(Saved entries)
▽

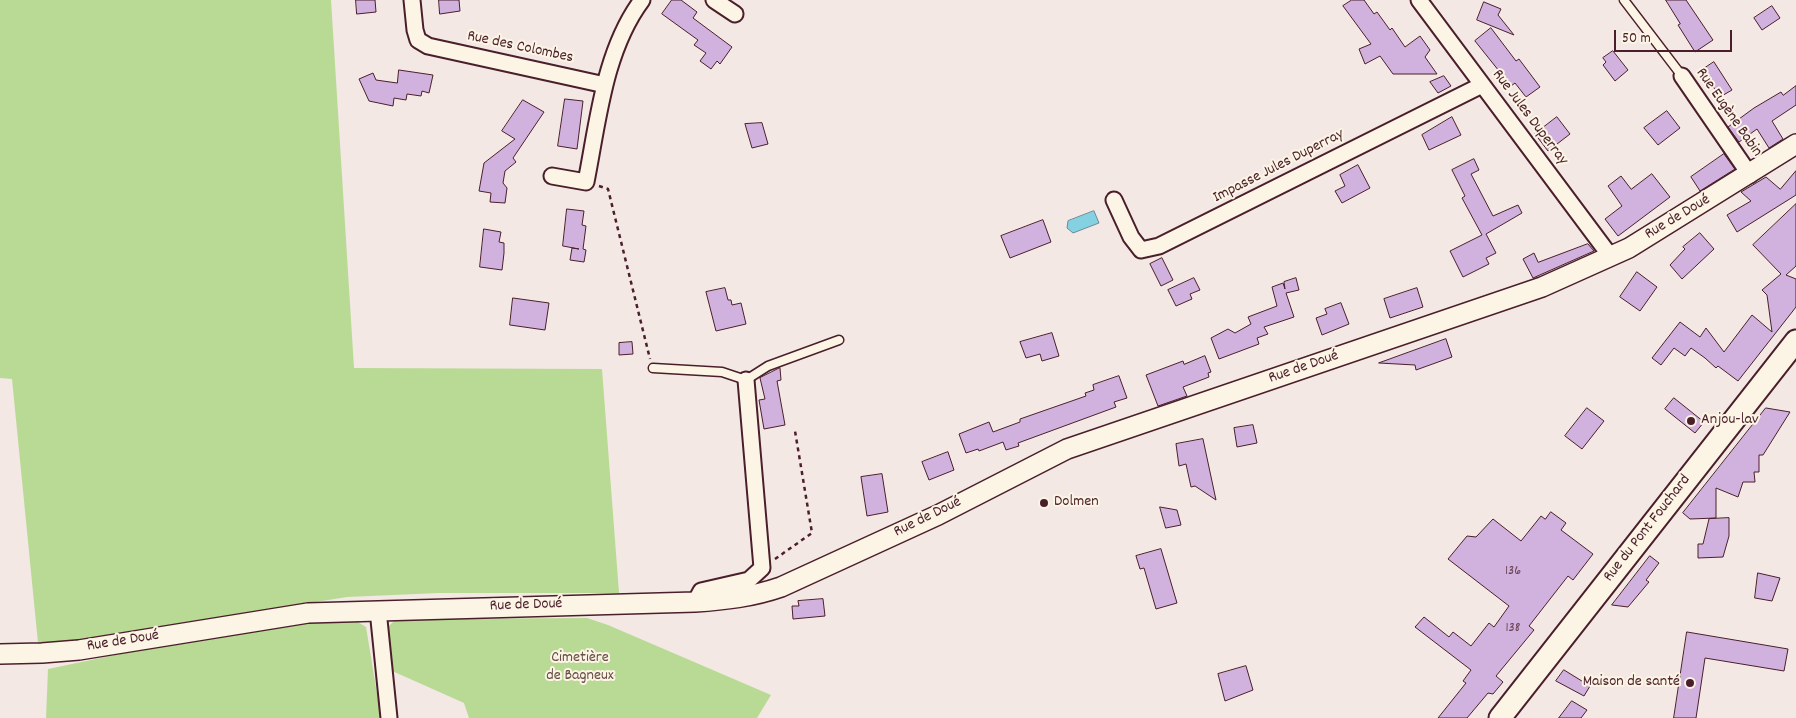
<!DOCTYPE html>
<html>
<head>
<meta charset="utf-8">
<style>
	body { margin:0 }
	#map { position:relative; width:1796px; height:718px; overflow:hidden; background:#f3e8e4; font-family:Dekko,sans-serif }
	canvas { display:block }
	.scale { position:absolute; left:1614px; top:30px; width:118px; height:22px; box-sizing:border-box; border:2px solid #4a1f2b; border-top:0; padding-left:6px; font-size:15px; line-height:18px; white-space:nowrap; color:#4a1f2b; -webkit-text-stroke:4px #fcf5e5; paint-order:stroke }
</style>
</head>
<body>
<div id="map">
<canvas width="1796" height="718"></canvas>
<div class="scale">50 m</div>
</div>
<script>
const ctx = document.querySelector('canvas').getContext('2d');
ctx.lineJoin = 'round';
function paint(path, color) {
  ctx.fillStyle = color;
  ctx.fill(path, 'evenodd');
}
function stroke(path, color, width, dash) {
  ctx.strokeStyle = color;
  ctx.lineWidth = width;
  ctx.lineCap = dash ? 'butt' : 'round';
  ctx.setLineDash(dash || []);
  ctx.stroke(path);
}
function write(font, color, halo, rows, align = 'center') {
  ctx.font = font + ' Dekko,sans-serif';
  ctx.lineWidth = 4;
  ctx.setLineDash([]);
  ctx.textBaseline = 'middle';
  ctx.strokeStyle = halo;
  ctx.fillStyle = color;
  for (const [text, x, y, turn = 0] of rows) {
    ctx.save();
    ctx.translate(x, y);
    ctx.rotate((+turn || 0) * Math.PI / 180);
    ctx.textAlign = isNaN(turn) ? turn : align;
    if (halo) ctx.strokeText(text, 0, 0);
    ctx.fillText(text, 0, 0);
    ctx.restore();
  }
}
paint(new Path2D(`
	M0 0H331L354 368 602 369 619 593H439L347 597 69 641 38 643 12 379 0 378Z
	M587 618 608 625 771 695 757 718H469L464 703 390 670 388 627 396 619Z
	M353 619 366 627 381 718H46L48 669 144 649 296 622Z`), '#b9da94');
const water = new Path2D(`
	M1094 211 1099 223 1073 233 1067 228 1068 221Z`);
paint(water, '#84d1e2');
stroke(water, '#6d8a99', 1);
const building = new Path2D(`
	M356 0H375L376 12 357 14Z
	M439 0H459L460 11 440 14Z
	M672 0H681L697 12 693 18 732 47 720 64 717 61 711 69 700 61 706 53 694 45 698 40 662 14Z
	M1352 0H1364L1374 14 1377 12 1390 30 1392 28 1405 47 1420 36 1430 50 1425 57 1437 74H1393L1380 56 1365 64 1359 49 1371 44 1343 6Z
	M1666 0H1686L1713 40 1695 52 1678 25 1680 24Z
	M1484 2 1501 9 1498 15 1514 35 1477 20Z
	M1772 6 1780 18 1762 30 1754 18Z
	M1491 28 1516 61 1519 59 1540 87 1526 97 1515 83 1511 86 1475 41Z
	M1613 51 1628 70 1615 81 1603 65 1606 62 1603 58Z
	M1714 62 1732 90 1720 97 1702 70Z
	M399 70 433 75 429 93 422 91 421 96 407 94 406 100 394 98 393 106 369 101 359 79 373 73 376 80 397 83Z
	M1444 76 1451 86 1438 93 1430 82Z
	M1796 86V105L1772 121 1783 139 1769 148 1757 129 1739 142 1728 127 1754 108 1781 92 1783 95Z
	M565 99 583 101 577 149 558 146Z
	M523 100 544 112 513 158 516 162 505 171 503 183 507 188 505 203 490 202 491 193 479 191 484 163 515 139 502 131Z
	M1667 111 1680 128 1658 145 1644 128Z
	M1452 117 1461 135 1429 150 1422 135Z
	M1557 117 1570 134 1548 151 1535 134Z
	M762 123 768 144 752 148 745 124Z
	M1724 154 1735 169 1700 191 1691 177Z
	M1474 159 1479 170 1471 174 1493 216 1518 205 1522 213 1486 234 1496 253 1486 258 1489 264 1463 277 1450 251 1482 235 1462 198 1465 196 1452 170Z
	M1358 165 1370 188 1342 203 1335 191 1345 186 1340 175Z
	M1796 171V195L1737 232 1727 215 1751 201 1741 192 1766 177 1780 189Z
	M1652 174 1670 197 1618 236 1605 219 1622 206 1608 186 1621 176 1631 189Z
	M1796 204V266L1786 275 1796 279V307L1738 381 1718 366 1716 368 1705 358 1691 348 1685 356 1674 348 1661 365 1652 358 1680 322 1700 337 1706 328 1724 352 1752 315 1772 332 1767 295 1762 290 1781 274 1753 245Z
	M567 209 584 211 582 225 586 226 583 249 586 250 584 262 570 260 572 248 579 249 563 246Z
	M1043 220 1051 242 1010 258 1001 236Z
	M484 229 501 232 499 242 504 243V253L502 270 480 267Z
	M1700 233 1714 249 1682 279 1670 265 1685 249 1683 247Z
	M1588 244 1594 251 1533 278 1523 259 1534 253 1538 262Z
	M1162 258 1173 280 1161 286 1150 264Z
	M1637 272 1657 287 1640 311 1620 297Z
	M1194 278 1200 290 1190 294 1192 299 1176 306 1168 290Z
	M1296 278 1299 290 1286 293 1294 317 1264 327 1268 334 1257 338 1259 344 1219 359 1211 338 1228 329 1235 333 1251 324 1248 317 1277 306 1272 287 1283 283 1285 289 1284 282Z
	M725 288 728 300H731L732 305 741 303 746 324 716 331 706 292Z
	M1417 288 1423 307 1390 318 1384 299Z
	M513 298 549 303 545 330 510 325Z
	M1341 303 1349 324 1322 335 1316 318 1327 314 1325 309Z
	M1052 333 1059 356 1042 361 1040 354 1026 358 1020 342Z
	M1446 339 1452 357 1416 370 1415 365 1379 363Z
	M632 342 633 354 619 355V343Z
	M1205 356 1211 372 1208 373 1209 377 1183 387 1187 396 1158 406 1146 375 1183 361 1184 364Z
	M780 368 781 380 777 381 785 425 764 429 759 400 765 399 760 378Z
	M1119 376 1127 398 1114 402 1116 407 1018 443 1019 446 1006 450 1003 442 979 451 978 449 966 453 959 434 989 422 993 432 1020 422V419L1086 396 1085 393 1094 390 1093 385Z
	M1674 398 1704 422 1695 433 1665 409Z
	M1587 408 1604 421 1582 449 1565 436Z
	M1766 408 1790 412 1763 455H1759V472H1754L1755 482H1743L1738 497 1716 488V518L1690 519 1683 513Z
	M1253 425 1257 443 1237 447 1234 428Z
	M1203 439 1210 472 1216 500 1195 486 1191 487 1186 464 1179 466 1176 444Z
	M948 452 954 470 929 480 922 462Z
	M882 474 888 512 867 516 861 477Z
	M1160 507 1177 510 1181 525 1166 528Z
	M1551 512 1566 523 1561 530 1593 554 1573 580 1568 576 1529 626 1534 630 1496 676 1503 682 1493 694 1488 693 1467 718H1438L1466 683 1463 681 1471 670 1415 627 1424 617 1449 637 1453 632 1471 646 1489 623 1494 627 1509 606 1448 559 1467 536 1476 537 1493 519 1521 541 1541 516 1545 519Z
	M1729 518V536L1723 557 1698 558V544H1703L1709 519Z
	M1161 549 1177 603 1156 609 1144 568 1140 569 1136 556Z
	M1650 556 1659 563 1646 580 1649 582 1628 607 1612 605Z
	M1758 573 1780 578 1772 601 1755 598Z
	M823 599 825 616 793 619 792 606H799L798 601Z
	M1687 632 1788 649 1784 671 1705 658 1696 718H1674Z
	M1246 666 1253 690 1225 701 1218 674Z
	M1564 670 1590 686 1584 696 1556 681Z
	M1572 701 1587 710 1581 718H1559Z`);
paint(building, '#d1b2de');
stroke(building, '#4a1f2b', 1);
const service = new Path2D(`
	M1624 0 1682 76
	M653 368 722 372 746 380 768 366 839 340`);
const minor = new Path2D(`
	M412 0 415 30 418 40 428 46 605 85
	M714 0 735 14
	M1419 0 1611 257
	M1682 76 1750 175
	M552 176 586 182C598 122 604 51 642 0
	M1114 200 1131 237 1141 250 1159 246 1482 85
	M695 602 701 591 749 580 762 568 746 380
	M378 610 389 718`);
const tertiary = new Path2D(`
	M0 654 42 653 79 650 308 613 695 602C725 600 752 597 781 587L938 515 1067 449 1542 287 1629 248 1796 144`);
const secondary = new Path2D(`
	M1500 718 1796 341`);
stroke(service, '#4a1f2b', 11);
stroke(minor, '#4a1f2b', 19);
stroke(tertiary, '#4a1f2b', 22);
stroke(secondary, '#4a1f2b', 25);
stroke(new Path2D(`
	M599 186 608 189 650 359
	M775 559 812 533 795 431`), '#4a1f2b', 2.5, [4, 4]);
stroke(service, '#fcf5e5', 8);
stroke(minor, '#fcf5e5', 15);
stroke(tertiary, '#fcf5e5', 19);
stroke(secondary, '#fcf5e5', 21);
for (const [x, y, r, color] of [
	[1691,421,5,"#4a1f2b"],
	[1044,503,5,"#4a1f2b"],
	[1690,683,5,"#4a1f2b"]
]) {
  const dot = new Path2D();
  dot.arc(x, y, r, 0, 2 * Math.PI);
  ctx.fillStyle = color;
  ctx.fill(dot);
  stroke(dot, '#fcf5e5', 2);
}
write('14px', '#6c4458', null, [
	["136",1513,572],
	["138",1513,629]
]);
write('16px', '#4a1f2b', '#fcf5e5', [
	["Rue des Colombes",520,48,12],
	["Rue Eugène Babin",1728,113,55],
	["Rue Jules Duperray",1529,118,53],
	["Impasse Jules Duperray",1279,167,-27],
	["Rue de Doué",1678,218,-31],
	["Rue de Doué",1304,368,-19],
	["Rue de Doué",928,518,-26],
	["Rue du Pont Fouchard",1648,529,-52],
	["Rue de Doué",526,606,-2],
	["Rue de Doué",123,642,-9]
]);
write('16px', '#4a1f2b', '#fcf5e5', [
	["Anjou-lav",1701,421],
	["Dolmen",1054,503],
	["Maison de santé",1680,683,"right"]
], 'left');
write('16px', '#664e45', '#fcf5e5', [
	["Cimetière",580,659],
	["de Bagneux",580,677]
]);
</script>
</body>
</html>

△

**Directions:** Using the entries above, give again exactly the lines from the line holding "M1687 632 1788" through the line holding "M1500 718 1796". Include both end lines and nothing else.

**Response area:**
	M1687 632 1788 649 1784 671 1705 658 1696 718H1674Z
	M1246 666 1253 690 1225 701 1218 674Z
	M1564 670 1590 686 1584 696 1556 681Z
	M1572 701 1587 710 1581 718H1559Z`);
paint(building, '#d1b2de');
stroke(building, '#4a1f2b', 1);
const service = new Path2D(`
	M1624 0 1682 76
	M653 368 722 372 746 380 768 366 839 340`);
const minor = new Path2D(`
	M412 0 415 30 418 40 428 46 605 85
	M714 0 735 14
	M1419 0 1611 257
	M1682 76 1750 175
	M552 176 586 182C598 122 604 51 642 0
	M1114 200 1131 237 1141 250 1159 246 1482 85
	M695 602 701 591 749 580 762 568 746 380
	M378 610 389 718`);
const tertiary = new Path2D(`
	M0 654 42 653 79 650 308 613 695 602C725 600 752 597 781 587L938 515 1067 449 1542 287 1629 248 1796 144`);
const secondary = new Path2D(`
	M1500 718 1796 341`);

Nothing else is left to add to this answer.